** Recorded information follows **

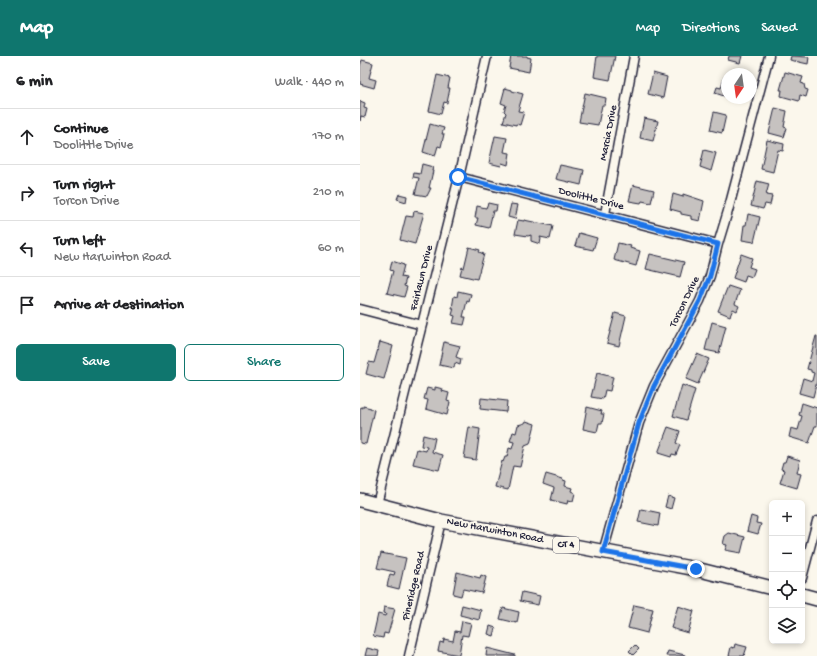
<!DOCTYPE html>
<html lang="en">
<head>
<meta charset="utf-8">
<style>
	body { margin:0; font-family:"Gochi Hand",sans-serif; background:#f2f2f2; color:#202124 }
	.controls { position:absolute; right:12px; bottom:12px; display:grid; overflow:hidden; border-radius:6px; box-shadow:0 2px 6px #0003 }
	.controls button { width:36px; height:36px; display:grid; place-items:center; padding:0; border:0; border-bottom:1px solid #e0e0e0; background:#fff; color:#202124; font:20px sans-serif }
	.compass { position:absolute; left:361px; top:12px; width:36px; height:36px; border-radius:50%; background:#fff; box-shadow:0 2px 6px #0003; rotate:193deg }
	.stop { position:absolute; width:12px; height:12px; margin:-9px; border:3px solid #1a73e8; border-radius:50%; background:#fff }
	.stop.end { background:#1a73e8; border-color:#fff; box-shadow:0 1px 4px #0008 }
	.list { margin:0; padding:0; list-style:none }
	h2 { display:flex; justify-content:space-between; align-items:center; height:52px; margin:0; padding:0 16px; font-size:17px }
	h2 small { font-size:13px; font-weight:400; color:#757577 }
	.list li { display:grid; grid-template-columns:26px 1fr auto; gap:12px; align-items:center; box-sizing:border-box; height:56px; padding:0 16px; border-top:1px solid #e0e0e0 }
	.list b { display:block; font-size:15px; white-space:nowrap }
	.list p { margin:0; font-size:13px; white-space:nowrap; color:#757577 }
	.list em { font-size:13px; font-style:normal; color:#757577 }
	.actions { display:flex; gap:8px; padding:12px 16px }
	.actions a { flex:1; padding:9px 0; border:1px solid #0f766e; border-radius:6px; text-align:center; font-size:14px; color:#0f766e }
	.actions .main { background:#0f766e; color:#fff }
	.icon { flex:none; width:22px; height:22px; fill:none; stroke:currentColor; stroke-width:2; stroke-linecap:round; stroke-linejoin:round }
	.map { position:relative; flex:none; width:457px; height:600px; overflow:hidden }
	header { display:flex; align-items:center; gap:24px; box-sizing:border-box; height:56px; padding:0 20px; background:#0f766e; color:#fff }
	header strong { font-size:19px }
	nav { display:flex; gap:22px; margin-inline-start:auto; font-size:14px }
	main { display:flex }
	aside { flex:1; background:#fff }
	.map>svg:first-child { display:block }
	.building { fill:#c6c2c0; stroke:#22223b }
	.lines { fill:none; stroke-linecap:round; stroke-linejoin:round }
	.minor-casing { stroke:#22223b; stroke-width:11 }
	.primary-casing { stroke:#22223b; stroke-width:16 }
	.minor { stroke:#fbf7ec; stroke-width:8 }
	.primary { stroke:#fbf7ec; stroke-width:13 }
	.route { stroke:#1a73e8; stroke-width:5 }
	.labels { text-anchor:middle; dominant-baseline:central; stroke-width:4; stroke-linejoin:round; paint-order:stroke }
	.shield { fill:#fbf7ec; stroke:#636270; stroke-width:1 }
	.shield-label { font-size:10px; font-weight:bold; fill:#22223b }
	.street-label { font-size:11px; fill:#22223b; stroke:#fbf7ec }
</style>
</head>
<body>
<header>
<strong>Map</strong>
<nav><a>Map</a><a>Directions</a><a>Saved</a></nav>
</header>
<main>
<aside>
<h2>6 min<small>Walk · 440 m</small></h2>
<ul class="list">
<li><svg class="icon" aria-label="ahead" viewBox="0 0 24 24"><path d="M12 20V5M6 11l6-6 6 6"/></svg><div><b>Continue</b><p>Doolittle Drive</p></div><em>170 m</em></li>
<li><svg class="icon" aria-label="right" viewBox="0 0 24 24"><path d="M7 20v-9h11M14 6l5 5-5 5"/></svg><div><b>Turn right</b><p>Torcon Drive</p></div><em>210 m</em></li>
<li><svg class="icon" aria-label="left" viewBox="0 0 24 24"><path d="M17 20v-9H6M10 6l-5 5 5 5"/></svg><div><b>Turn left</b><p>New Harwinton Road</p></div><em>60 m</em></li>
<li><svg class="icon" aria-label="arrive" viewBox="0 0 24 24"><path d="M6 21V4h12l-3 4 3 4H6"/></svg><div><b>Arrive at destination</b></div></li>
</ul>
<div class="actions"><a class="main">Save</a><a>Share</a></div>
</aside>
<div class="map">
<svg width="457" height="600" viewBox="0 0 457 600">
	<rect width="100%" height="100%" fill="#fbf7ec"/>
	<filter id="ink" filterUnits="userSpaceOnUse"><feTurbulence type="fractalNoise" baseFrequency=".025" numOctaves="2"/><feDisplacementMap in="SourceGraphic" scale="8" xChannelSelector="R" yChannelSelector="G"/><feConvolveMatrix kernelMatrix="1 2 1 2 8 2 1 2 1" color-interpolation-filters="sRGB"/></filter>
	<g filter="url(#ink)">
		<path class="building" d="M151,0H167V1L171,2L169,16L149,12Z
			M237,0H255L250,24L234,21Z
			M369,0H382L380,7L368,4Z
			M431,0L449,1L448,8L430,4Z
			M2,4L13,7L9,22L16,24L14,32L0,28V10Z
			M425,16L443,21L441,27L444,28L445,33L448,34L446,41L440,39L439,45L421,40L422,34H420Z
			M293,17L307,21L303,42L288,38Z
			M77,19L90,22L88,32H90L87,47L84,46L81,58L69,55Z
			M364,21L367,22V41L355,37L357,31L361,32Z
			M145,32L152,34V35L163,38L158,55L164,56L160,69L156,68V69L143,66L146,57L144,55L146,49L141,47Z
			M225,37L246,42L245,49H242L238,69L219,66Z
			M0,45L5,47L4,52L7,53L5,61L1,60L0,65Z
			M415,52L427,55L424,71L427,72L424,81L409,77Z
			M354,56L366,59L362,77L350,74Z
			M284,62L298,65L293,85L280,82Z
			M70,68L84,72L82,78H84L81,91L78,90L75,100L63,96Z
			M135,80L147,82L144,96L150,97L148,109L142,107L141,110L129,107Z
			M407,84L424,88L423,95L418,94L413,116L401,113Z
			M344,94L356,97L351,115L340,111Z
			M62,108L73,111L72,115H73L69,132H71L67,140L55,138L59,122L53,121L54,117L60,118Z
			M200,109L224,114L221,129L196,123Z
			M397,125L409,128L406,139L412,140L410,149L405,148L403,153L391,150Z
			M273,129L294,134L291,147L282,145L281,147L269,145Z
			M39,138L47,140L46,146L37,143Z
			M313,138L323,141V138L344,145L340,165L331,163V160L321,158V156L310,153Z
			M128,147L137,149L136,155H133L129,172L116,169L118,162H115L117,150L126,152Z
			M151,148L158,149L155,163L148,161Z
			M54,155L64,157L55,188L40,184L46,160L53,161Z
			M388,158L400,161L394,186L382,184L384,169H386Z
			M158,164L164,165V164L193,170L190,183L180,181L181,183L180,188L171,185V179L168,180L155,178Z
			M219,177L237,182L233,194L215,190Z
			M258,187L271,190L270,192L280,195L276,210L254,204Z
			M109,191L120,194L119,196L124,198L117,223L100,219L102,211L104,212Z
			M290,198L324,206L320,221L286,213Z
			M381,198L392,202L389,211L395,213L392,221L386,219L384,226L373,222Z
			M32,205L44,209L41,221L46,222L44,230L47,231L44,241L27,237L33,215L30,214Z
			M368,230L380,234L375,248L379,250L377,255L373,253L370,260L358,255Z
			M98,235L111,238L109,246L107,245L103,261H106L104,269L93,267L95,260L92,259L94,252H92L94,240L97,241Z
			M255,257L266,260L259,290L247,287Z
			M352,266L366,270L359,297L345,294Z
			M456,280H457V325L453,341L439,337L443,322L452,325L454,317L451,316V314L447,313Z
			M20,286L33,290L24,323L6,318L9,306L14,307Z
			M84,286L100,290L96,301L101,303L100,309L95,307L94,312L79,309Z
			M337,298L349,303L338,328L326,323Z
			M237,317L253,321L250,335L245,334L243,343L231,341Z
			M322,329L335,334L326,364L313,360Z
			M75,331L83,333L82,335L89,337L87,345L90,346L87,359L66,353L68,344L64,343L67,332L75,334Z
			M121,342L147,345L146,356L120,353Z
			M442,347L457,352V370H455L449,387L429,381L431,372L438,374L442,360L439,359Z
			M3,350L11,352V353L14,354L6,388L0,387V354L1,351L3,352Z
			M227,351L242,355L241,358H244L242,367H239L237,376L223,373Z
			M166,365L175,368L170,388L165,390L160,411L153,410L148,434L135,431L142,405L143,406L145,401H147L149,392L152,393L154,386L150,385L153,376L156,377L158,369L165,367Z
			M109,371L120,373L116,404L104,402Z
			M308,371L320,375L316,387L320,389L316,399L312,398L311,401L298,397Z
			M63,379L75,382L72,396L83,399L79,414L53,408L57,393L66,395L67,391L61,390Z
			M427,400L440,404L437,417L441,418L437,432L420,427L424,414L421,413L423,406H425Z
			M186,418L203,423V424L206,425L205,430L212,432L211,435L215,437L213,445L208,444L207,448L191,444L194,432L183,428Z
			M308,440L314,442L311,453L305,451Z
			M281,453L300,457L298,470L278,466Z
			M391,460L397,462L396,467L401,468L398,478L387,475Z
			M369,477L385,481L381,497L365,494L367,489L363,488L365,480Z
			M21,497L46,502L39,533L27,530L30,518L34,519L35,516L17,512Z
			M97,516L120,522L121,519L126,521L122,537L103,533L101,540L93,538Z
			M162,536L180,540L178,549L160,545Z
			M102,549L121,554L119,564L100,559Z
			M274,549L293,553L287,577L268,572Z
			M318,550L334,555L328,577L311,572Z
			M24,551L35,553L28,578L24,577L23,582L13,580L18,558L25,560L26,558L23,557Z
			M143,552L159,556L157,567L140,563Z
			M102,565L111,567L108,580L102,579L99,599L78,595L80,586L83,587L84,583L93,585L95,575L100,576Z
			M130,570L136,572L134,580L128,578Z
			M375,588L387,591L384,600H369L371,591L374,592Z
			M275,589L279,593L273,599L269,595Z
			M7,592L19,595L18,600H5Z
			M127,592L155,599V600H126Z
			M308,595L325,599V600H306Z"/>
		<g class="lines">
			<defs>
				<path id="minor" d="M99,121L358,188
					M245,158L274,0
					M0,253L62,269
					M17,448L99,121L127,0
					M243,496L279,367L294,330L340,245L350,220L358,188L368,155L409,0
					M442,522L457,465
					M49,600L81,465"/>
				<path id="primary" d="M0,444L81,465L336,513L412,532
					M442,539L457,543"/>
			</defs>
			<use href="#minor" class="minor-casing"/>
			<use href="#primary" class="primary-casing"/>
			<use href="#minor" class="minor"/>
			<use href="#primary" class="primary"/>
		</g>
	</g>
	<g class="lines" filter="url(#ink)">
		<path class="route" d="M98,121L358,188L350,220L340,245L294,330L279,367L243,496L336,513"/>
	</g>
	<g class="labels">
		<rect class="shield" x="193" y="481" width="26" height="16" rx="3"/>
		<g class="shield-label">
			<text x="206" y="489">CT 4</text>
		</g>
		<g class="street-label">
			<text transform="translate(249 77) rotate(-79)">Marcia Drive</text>
			<text transform="translate(231 143) rotate(14)">Doolittle Drive</text>
			<text transform="translate(62 222) rotate(-76)">Fairlawn Drive</text>
			<text transform="translate(325 246) rotate(-64)">Torcon Drive</text>
			<text transform="translate(135 475) rotate(11)">New Harwinton Road</text>
			<text transform="translate(54 530) rotate(-77)">Pineridge Road</text>
		</g>
	</g>
</svg>
<div class="controls">
<button>+</button>
<button>−</button>
<button><svg class="icon" aria-label="locate" viewBox="0 0 24 24"><circle cx="12" cy="12" r="6"/><path d="M12 2v4M12 18v4M2 12h4M18 12h4"/></svg></button>
<button><svg class="icon" aria-label="layers" viewBox="0 0 24 24"><path d="M12 4l9 5-9 5-9-5zM3 14l9 5 9-5"/></svg></button>
</div>
<svg class="compass" viewBox="-18 -18 36 36"><path d="M0-13l5 13h-10z" fill="#e53935"/><path d="M0 13l5-13h-10z" fill="#757577"/></svg>
<div class="stop" style="left:98px;top:121px"></div>
<div class="stop end" style="left:336px;top:513px"></div>
</div>
</main>
</body>
</html>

** End of Recorded information **

-- Work task --
In the records, which lines use the word "shadow"? Report them.

-- Response to this exercise --
	.controls { position:absolute; right:12px; bottom:12px; display:grid; overflow:hidden; border-radius:6px; box-shadow:0 2px 6px #0003 }
	.compass { position:absolute; left:361px; top:12px; width:36px; height:36px; border-radius:50%; background:#fff; box-shadow:0 2px 6px #0003; rotate:193deg }
	.stop.end { background:#1a73e8; border-color:#fff; box-shadow:0 1px 4px #0008 }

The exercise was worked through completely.